Si è mossa poco la bilancia commerciale degli Stati Uniti in luglio, il disavanzo è -65 miliardi di dollari, da -63,7 di giugno. Il consensus era -68 miliardi. A far la differenza, rispetto alle attese, sono state le esportazioni di servizi e automobili.

Rallenta il ciclo espansivo nel settore dei servizi. L'indice PMI di S&P Global scende a 50,5 da 51, più delle aspettative.

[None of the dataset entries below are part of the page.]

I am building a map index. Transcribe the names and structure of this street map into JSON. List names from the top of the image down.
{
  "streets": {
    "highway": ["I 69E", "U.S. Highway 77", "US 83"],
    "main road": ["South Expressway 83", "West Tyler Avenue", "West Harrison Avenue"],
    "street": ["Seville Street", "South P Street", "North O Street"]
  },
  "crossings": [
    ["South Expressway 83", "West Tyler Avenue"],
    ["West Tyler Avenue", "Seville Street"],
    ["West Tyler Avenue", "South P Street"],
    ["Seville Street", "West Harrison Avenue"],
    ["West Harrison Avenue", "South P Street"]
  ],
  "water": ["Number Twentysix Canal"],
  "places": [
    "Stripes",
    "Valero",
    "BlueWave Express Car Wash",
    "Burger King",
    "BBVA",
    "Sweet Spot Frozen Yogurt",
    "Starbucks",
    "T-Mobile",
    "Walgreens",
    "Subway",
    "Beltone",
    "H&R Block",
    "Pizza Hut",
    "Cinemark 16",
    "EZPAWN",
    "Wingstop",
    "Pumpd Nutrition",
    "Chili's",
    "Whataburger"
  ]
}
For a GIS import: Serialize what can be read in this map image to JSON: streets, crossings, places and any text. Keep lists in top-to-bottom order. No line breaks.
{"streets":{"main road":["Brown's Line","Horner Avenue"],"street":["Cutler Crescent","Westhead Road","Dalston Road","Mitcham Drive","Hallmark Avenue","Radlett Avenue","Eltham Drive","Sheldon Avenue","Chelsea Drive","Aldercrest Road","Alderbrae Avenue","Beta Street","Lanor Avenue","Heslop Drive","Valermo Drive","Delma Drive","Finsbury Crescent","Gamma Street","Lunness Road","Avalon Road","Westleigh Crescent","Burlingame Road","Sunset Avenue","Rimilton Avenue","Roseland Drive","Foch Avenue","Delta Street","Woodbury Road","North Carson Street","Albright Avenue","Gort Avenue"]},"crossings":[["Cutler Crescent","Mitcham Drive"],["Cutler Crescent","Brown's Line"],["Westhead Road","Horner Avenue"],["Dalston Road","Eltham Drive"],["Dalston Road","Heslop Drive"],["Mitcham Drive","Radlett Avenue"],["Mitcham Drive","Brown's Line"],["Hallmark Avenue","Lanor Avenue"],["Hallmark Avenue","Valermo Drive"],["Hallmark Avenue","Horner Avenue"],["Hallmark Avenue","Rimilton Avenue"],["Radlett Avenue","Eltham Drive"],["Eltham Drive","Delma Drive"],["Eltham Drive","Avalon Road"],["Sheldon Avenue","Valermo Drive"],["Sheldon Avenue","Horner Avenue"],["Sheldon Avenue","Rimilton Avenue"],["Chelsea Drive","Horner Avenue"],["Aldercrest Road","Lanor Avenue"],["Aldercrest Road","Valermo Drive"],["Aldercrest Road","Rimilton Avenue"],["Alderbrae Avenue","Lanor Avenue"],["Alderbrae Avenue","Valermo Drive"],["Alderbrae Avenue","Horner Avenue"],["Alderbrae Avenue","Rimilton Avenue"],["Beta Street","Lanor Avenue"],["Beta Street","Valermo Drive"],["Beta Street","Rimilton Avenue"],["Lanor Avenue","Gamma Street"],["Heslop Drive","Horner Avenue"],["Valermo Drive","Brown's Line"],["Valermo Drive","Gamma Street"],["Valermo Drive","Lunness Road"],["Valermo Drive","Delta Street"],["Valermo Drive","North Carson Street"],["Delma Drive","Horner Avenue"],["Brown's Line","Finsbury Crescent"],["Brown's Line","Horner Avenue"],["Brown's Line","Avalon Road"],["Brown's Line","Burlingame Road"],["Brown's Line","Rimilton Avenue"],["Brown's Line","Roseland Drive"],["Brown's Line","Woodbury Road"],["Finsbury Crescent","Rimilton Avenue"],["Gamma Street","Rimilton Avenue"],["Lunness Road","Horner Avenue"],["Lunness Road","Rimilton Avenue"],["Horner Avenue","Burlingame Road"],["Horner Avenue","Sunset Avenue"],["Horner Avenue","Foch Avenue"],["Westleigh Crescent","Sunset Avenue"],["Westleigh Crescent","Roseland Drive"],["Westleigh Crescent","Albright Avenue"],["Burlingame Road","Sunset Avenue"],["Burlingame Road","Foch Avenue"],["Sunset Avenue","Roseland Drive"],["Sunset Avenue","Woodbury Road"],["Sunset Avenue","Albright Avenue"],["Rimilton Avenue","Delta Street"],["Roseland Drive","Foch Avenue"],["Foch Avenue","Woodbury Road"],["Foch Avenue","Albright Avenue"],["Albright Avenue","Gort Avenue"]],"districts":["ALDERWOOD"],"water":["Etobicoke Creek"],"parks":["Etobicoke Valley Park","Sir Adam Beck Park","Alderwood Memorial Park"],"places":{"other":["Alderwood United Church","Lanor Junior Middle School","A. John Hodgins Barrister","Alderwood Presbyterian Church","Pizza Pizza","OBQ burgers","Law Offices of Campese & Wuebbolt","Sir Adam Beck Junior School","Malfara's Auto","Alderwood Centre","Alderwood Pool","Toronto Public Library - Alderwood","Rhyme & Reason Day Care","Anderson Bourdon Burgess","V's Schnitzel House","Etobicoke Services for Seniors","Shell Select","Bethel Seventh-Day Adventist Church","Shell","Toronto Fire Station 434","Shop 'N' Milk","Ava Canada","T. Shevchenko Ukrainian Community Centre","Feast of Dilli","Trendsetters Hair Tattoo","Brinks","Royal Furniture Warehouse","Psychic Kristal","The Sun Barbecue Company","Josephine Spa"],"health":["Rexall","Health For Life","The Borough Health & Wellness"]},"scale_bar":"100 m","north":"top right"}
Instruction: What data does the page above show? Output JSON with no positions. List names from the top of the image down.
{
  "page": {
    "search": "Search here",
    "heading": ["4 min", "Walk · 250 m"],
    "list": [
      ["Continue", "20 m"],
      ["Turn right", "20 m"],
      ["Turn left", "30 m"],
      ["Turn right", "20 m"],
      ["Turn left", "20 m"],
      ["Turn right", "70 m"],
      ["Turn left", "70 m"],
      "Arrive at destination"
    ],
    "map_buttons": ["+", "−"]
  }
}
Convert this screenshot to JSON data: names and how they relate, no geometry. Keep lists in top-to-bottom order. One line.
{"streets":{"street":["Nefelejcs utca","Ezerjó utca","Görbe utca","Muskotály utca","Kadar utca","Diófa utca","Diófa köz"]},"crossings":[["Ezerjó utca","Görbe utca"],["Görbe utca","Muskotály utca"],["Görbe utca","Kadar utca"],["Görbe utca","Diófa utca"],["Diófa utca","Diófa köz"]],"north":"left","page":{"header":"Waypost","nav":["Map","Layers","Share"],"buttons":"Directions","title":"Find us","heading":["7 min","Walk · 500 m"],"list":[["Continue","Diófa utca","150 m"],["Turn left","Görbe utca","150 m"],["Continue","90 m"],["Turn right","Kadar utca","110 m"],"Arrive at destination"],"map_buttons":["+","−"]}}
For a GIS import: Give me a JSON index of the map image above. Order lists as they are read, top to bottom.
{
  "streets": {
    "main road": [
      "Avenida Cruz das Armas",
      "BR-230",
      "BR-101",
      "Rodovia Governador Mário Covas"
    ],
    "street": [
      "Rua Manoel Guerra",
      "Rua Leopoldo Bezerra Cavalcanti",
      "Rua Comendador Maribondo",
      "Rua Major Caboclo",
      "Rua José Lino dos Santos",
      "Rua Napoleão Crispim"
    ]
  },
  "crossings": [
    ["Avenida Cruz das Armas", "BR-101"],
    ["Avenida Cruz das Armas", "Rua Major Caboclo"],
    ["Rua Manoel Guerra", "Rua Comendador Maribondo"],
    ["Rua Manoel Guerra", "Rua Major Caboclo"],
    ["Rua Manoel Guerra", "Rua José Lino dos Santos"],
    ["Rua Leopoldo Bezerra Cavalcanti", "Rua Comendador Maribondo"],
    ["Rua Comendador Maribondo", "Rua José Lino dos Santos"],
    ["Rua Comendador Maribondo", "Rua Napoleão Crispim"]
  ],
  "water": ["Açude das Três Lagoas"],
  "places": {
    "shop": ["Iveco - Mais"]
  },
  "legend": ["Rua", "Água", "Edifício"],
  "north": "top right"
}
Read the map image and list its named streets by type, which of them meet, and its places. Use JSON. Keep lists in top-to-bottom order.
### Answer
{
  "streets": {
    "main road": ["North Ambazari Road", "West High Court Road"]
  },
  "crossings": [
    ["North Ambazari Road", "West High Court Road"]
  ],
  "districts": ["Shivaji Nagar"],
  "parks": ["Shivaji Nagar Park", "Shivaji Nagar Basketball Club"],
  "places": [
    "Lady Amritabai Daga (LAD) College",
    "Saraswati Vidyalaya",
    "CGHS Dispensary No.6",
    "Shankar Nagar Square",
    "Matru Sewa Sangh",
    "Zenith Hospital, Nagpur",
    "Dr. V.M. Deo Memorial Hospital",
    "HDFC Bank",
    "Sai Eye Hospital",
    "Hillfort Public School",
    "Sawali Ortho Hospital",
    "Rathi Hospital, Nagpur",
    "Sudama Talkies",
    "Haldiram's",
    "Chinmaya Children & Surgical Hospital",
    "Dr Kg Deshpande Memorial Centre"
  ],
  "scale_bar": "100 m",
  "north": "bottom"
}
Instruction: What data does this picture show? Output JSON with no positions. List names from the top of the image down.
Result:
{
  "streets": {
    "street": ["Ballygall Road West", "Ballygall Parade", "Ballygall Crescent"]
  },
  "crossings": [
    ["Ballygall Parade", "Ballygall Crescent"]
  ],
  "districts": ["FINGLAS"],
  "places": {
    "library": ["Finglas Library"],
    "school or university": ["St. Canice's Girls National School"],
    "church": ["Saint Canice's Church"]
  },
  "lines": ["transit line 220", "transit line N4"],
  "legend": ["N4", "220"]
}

L'indice ISM Servizi sale inaspettatamente a 54,5 punti, in miglioramento da 52,7 di luglio. Gli economisti si aspettavano tutt'altro, il consensus era 52,5. I massimi degli ultimi sei mesi dell'indice dicono che il rallentamento dell'economia messo in evidenza da altri dati perlomeno non è continuo. La componente relativa all'impiego sale a 54,7 da 50,7.

Susan Collins, Presidente della Federal Reserve Bank di Boston, ha dichiarato che la banca centrale dovrebbe ponderare molto attentamente le prossime decisioni di politica monetaria: "Il rischio che l'inflazione rimanga elevata per un periodo più lungo deve ora essere bilanciato con il quello che una politica monetaria eccessivamente restrittiva possa portare a una maggiore decelerazione dell'attività economica di quanto sia necessario per ripristinare la stabilità dei prezzi. Questo contesto richiede un approccio paziente e attento, ma deliberato, che permetta di valutare gli effetti delle azioni di politica finora intraprese, e quindi agire in modo appropriato".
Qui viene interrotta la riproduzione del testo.